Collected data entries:

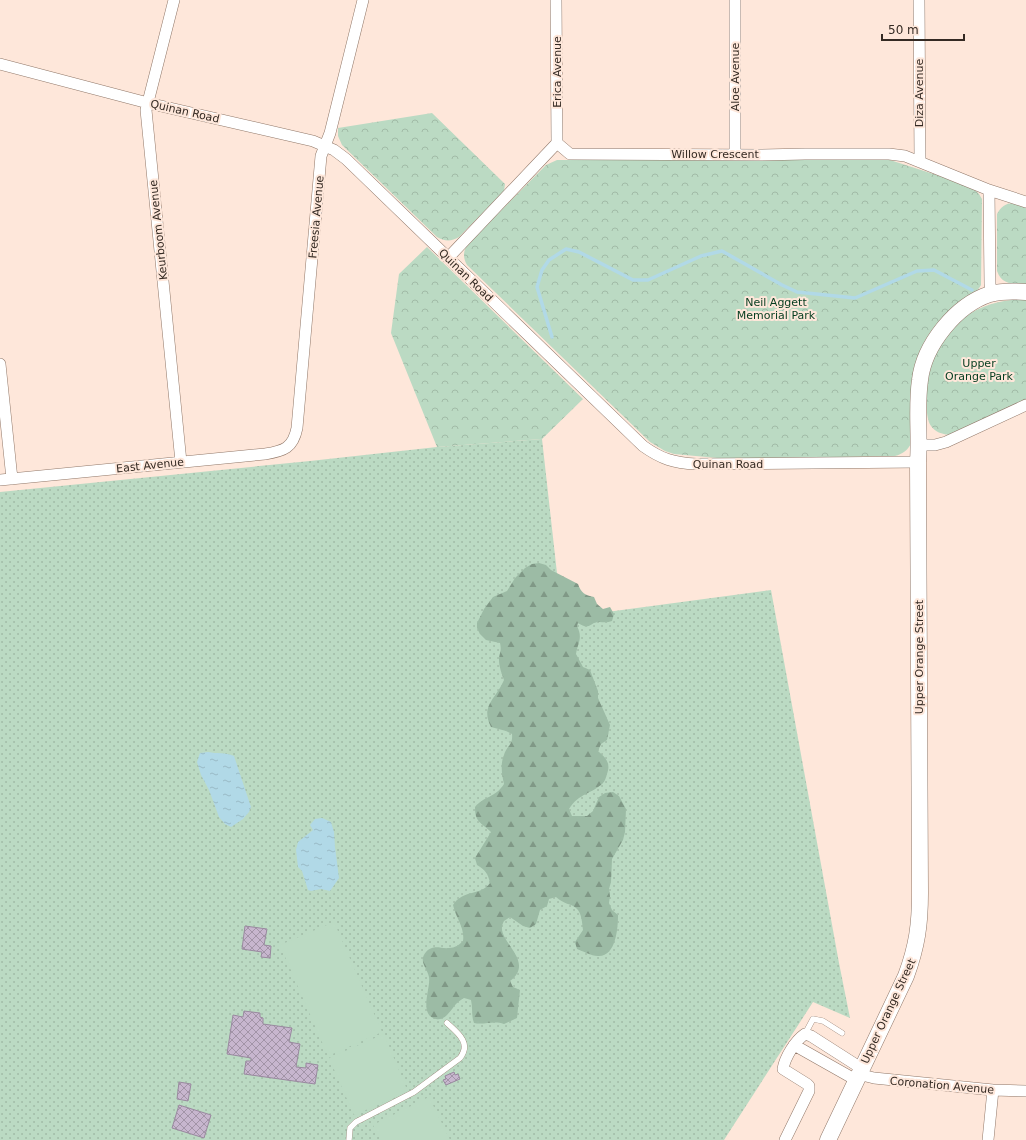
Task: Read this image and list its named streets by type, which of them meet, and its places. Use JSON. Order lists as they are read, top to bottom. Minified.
{"streets":{"street":["Erica Avenue","Aloe Avenue","Diza Avenue","Quinan Road","Willow Crescent","Freesia Avenue","Keurboom Avenue","East Avenue","Upper Orange Street","Coronation Avenue"]},"crossings":[["Erica Avenue","Willow Crescent"],["Aloe Avenue","Willow Crescent"],["Diza Avenue","Willow Crescent"],["Quinan Road","Freesia Avenue"],["Quinan Road","Keurboom Avenue"],["Quinan Road","Upper Orange Street"],["Freesia Avenue","East Avenue"],["Keurboom Avenue","East Avenue"],["Upper Orange Street","Coronation Avenue"]],"parks":["Neil Aggett Memorial Park","Upper Orange Park"],"scale_bar":"50 m"}
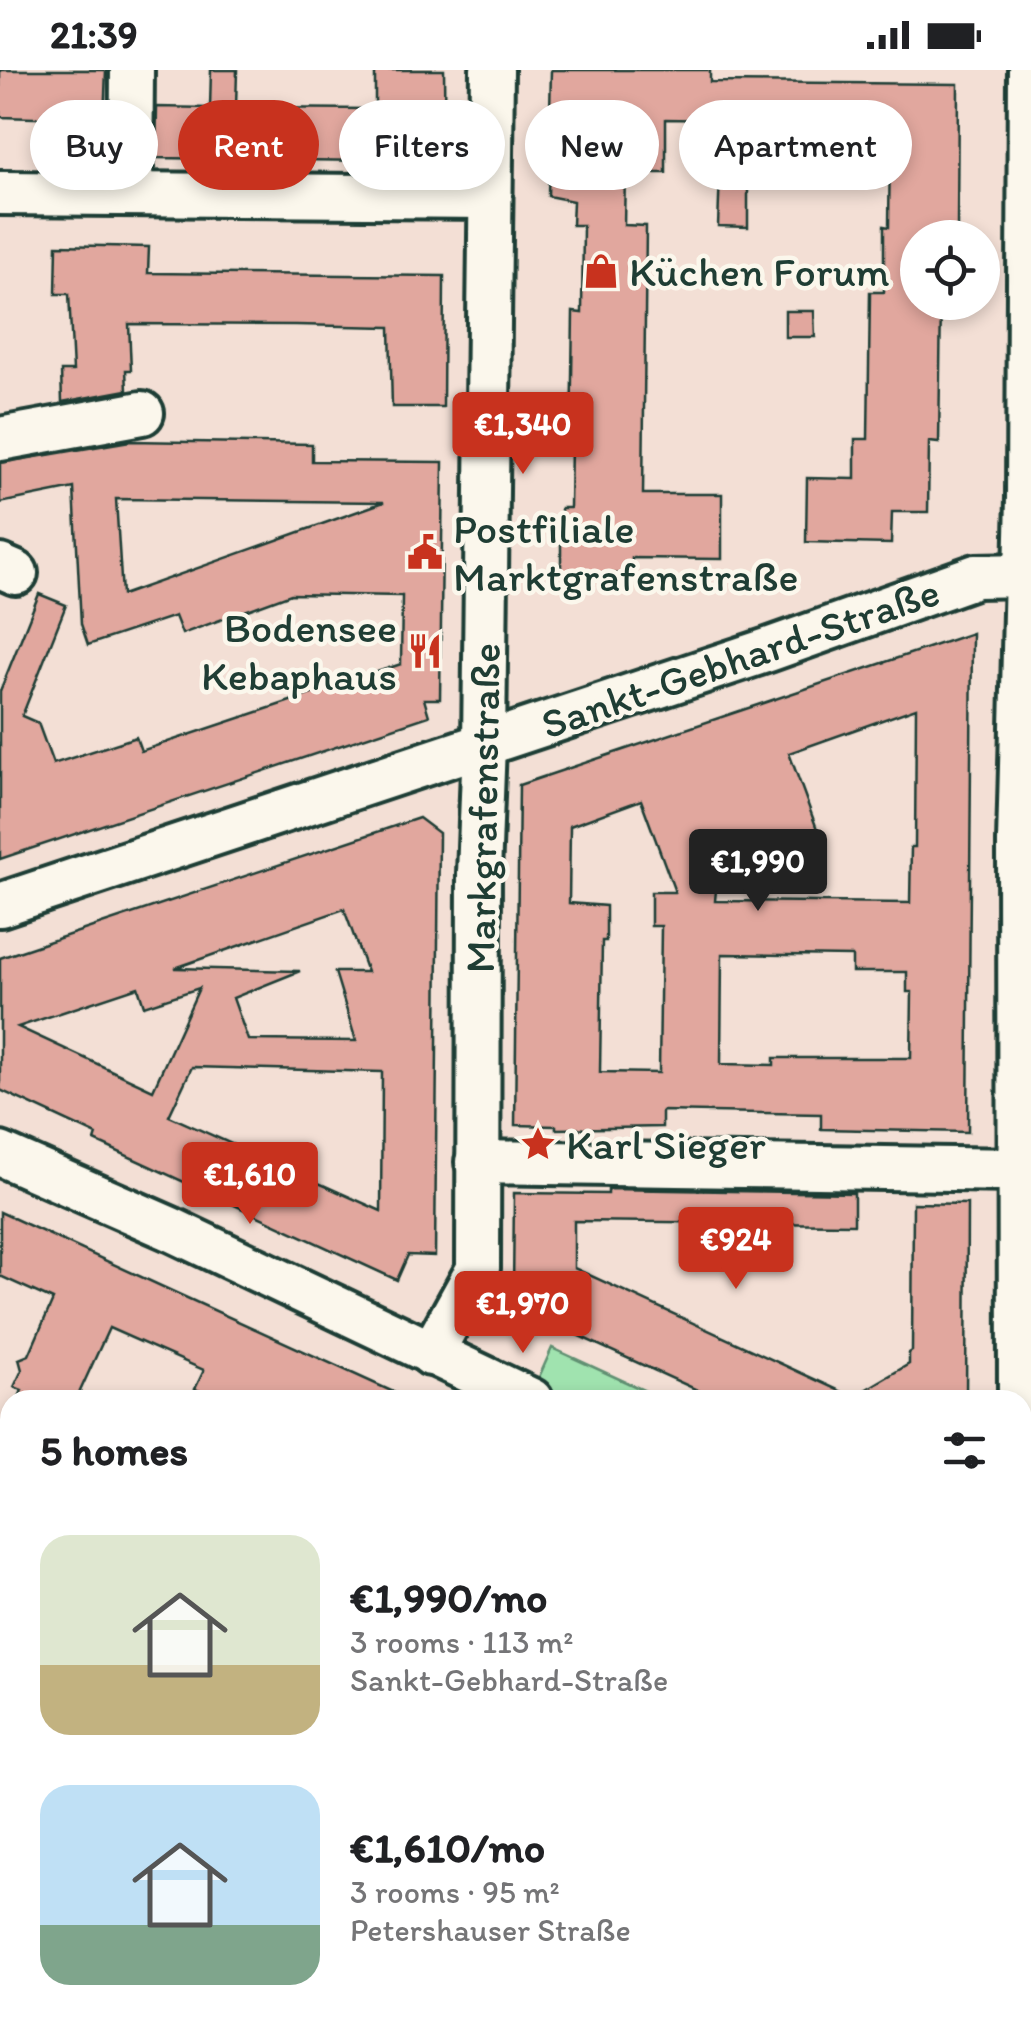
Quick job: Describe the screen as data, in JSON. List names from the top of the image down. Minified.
{"streets":{"street":["Sankt-Gebhard-Straße","Markgrafenstraße"]},"crossings":[["Sankt-Gebhard-Straße","Markgrafenstraße"]],"places":{"shop":["Küchen Forum"],"public building":["Postfiliale Marktgrafenstraße"],"restaurant":["Bodensee Kebaphaus"],"place":["Karl Sieger"]},"page":{"status":"21:39","chip":["Buy","Rent","Filters","New","Apartment"],"price":["€1,340","€1,990","€1,610","€924","€1,970"],"heading":"5 homes","list":[{"name":"€1,990/mo","note":"3 rooms · 113 m² · Sankt-Gebhard-Straße"},{"name":"€1,610/mo","note":"3 rooms · 95 m² · Petershauser Straße"}]}}
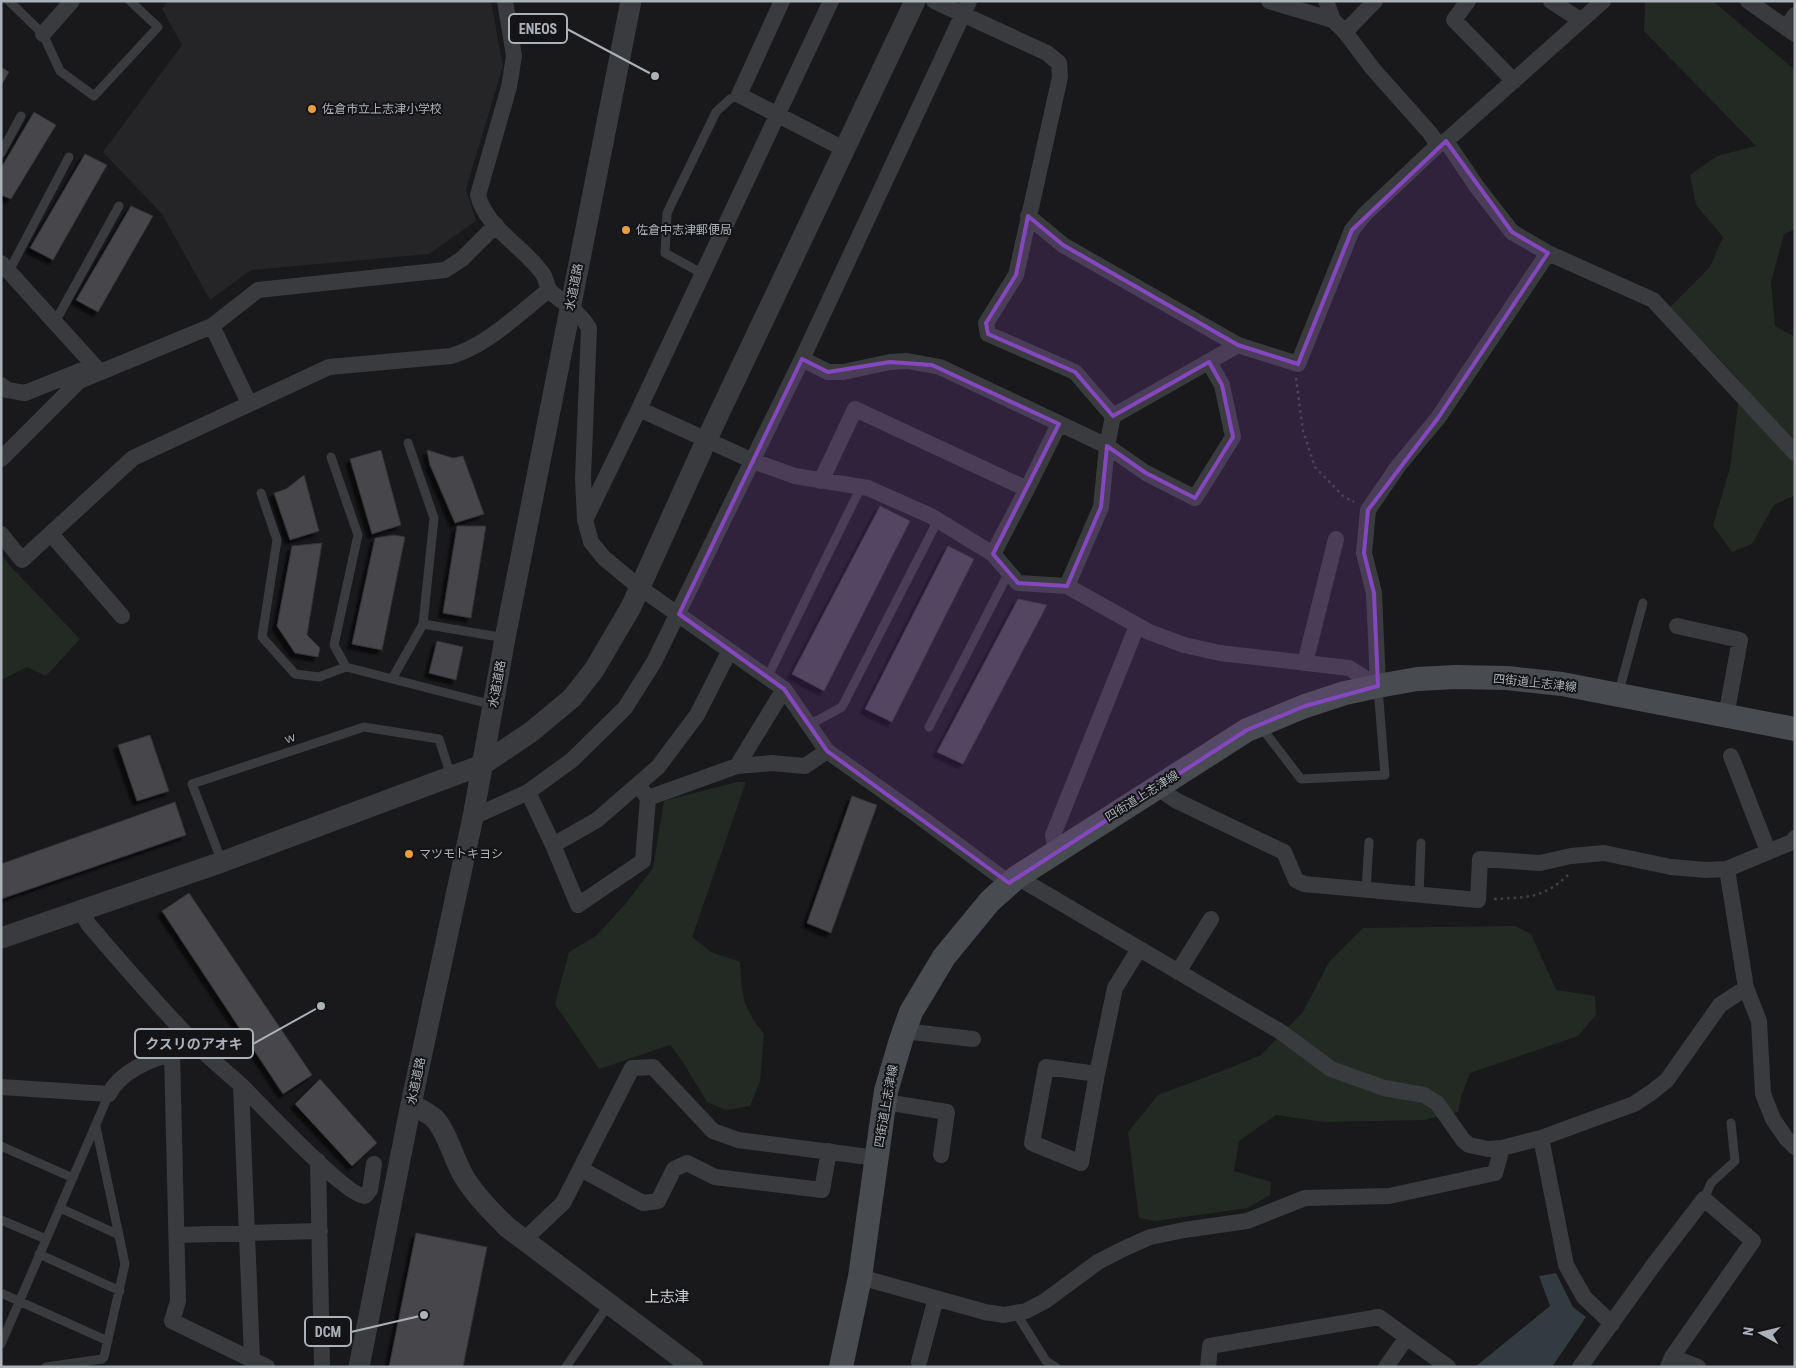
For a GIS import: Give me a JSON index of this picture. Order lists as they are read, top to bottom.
{
  "streets": {
    "main road": ["四街道上志津線"],
    "street": ["水道道路"],
    "lane": ["ｗ"]
  },
  "districts": ["上志津"],
  "places": [
    "ENEOS",
    "佐倉市立上志津小学校",
    "佐倉中志津郵便局",
    "マツモトキヨシ",
    "クスリのアオキ",
    "DCM"
  ],
  "north": "left"
}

**Instructions for the task:** The entries are to be restated word for word, with pictures omitted.

**Output of the exercise:**
Task: Read this image and list its named streets by type, which of them meet, and its places. Use JSON. Order lists as they are read, top to bottom. Minified.
{"streets":{"street":["Erica Avenue","Aloe Avenue","Diza Avenue","Quinan Road","Willow Crescent","Freesia Avenue","Keurboom Avenue","East Avenue","Upper Orange Street","Coronation Avenue"]},"crossings":[["Erica Avenue","Willow Crescent"],["Aloe Avenue","Willow Crescent"],["Diza Avenue","Willow Crescent"],["Quinan Road","Freesia Avenue"],["Quinan Road","Keurboom Avenue"],["Quinan Road","Upper Orange Street"],["Freesia Avenue","East Avenue"],["Keurboom Avenue","East Avenue"],["Upper Orange Street","Coronation Avenue"]],"parks":["Neil Aggett Memorial Park","Upper Orange Park"],"scale_bar":"50 m"}
Quick job: Describe the screen as data, in JSON. List names from the top of the image down. Minified.
{"streets":{"street":["Sankt-Gebhard-Straße","Markgrafenstraße"]},"crossings":[["Sankt-Gebhard-Straße","Markgrafenstraße"]],"places":{"shop":["Küchen Forum"],"public building":["Postfiliale Marktgrafenstraße"],"restaurant":["Bodensee Kebaphaus"],"place":["Karl Sieger"]},"page":{"status":"21:39","chip":["Buy","Rent","Filters","New","Apartment"],"price":["€1,340","€1,990","€1,610","€924","€1,970"],"heading":"5 homes","list":[{"name":"€1,990/mo","note":"3 rooms · 113 m² · Sankt-Gebhard-Straße"},{"name":"€1,610/mo","note":"3 rooms · 95 m² · Petershauser Straße"}]}}
For a GIS import: Give me a JSON index of this picture. Order lists as they are read, top to bottom.
{
  "streets": {
    "main road": ["四街道上志津線"],
    "street": ["水道道路"],
    "lane": ["ｗ"]
  },
  "districts": ["上志津"],
  "places": [
    "ENEOS",
    "佐倉市立上志津小学校",
    "佐倉中志津郵便局",
    "マツモトキヨシ",
    "クスリのアオキ",
    "DCM"
  ],
  "north": "left"
}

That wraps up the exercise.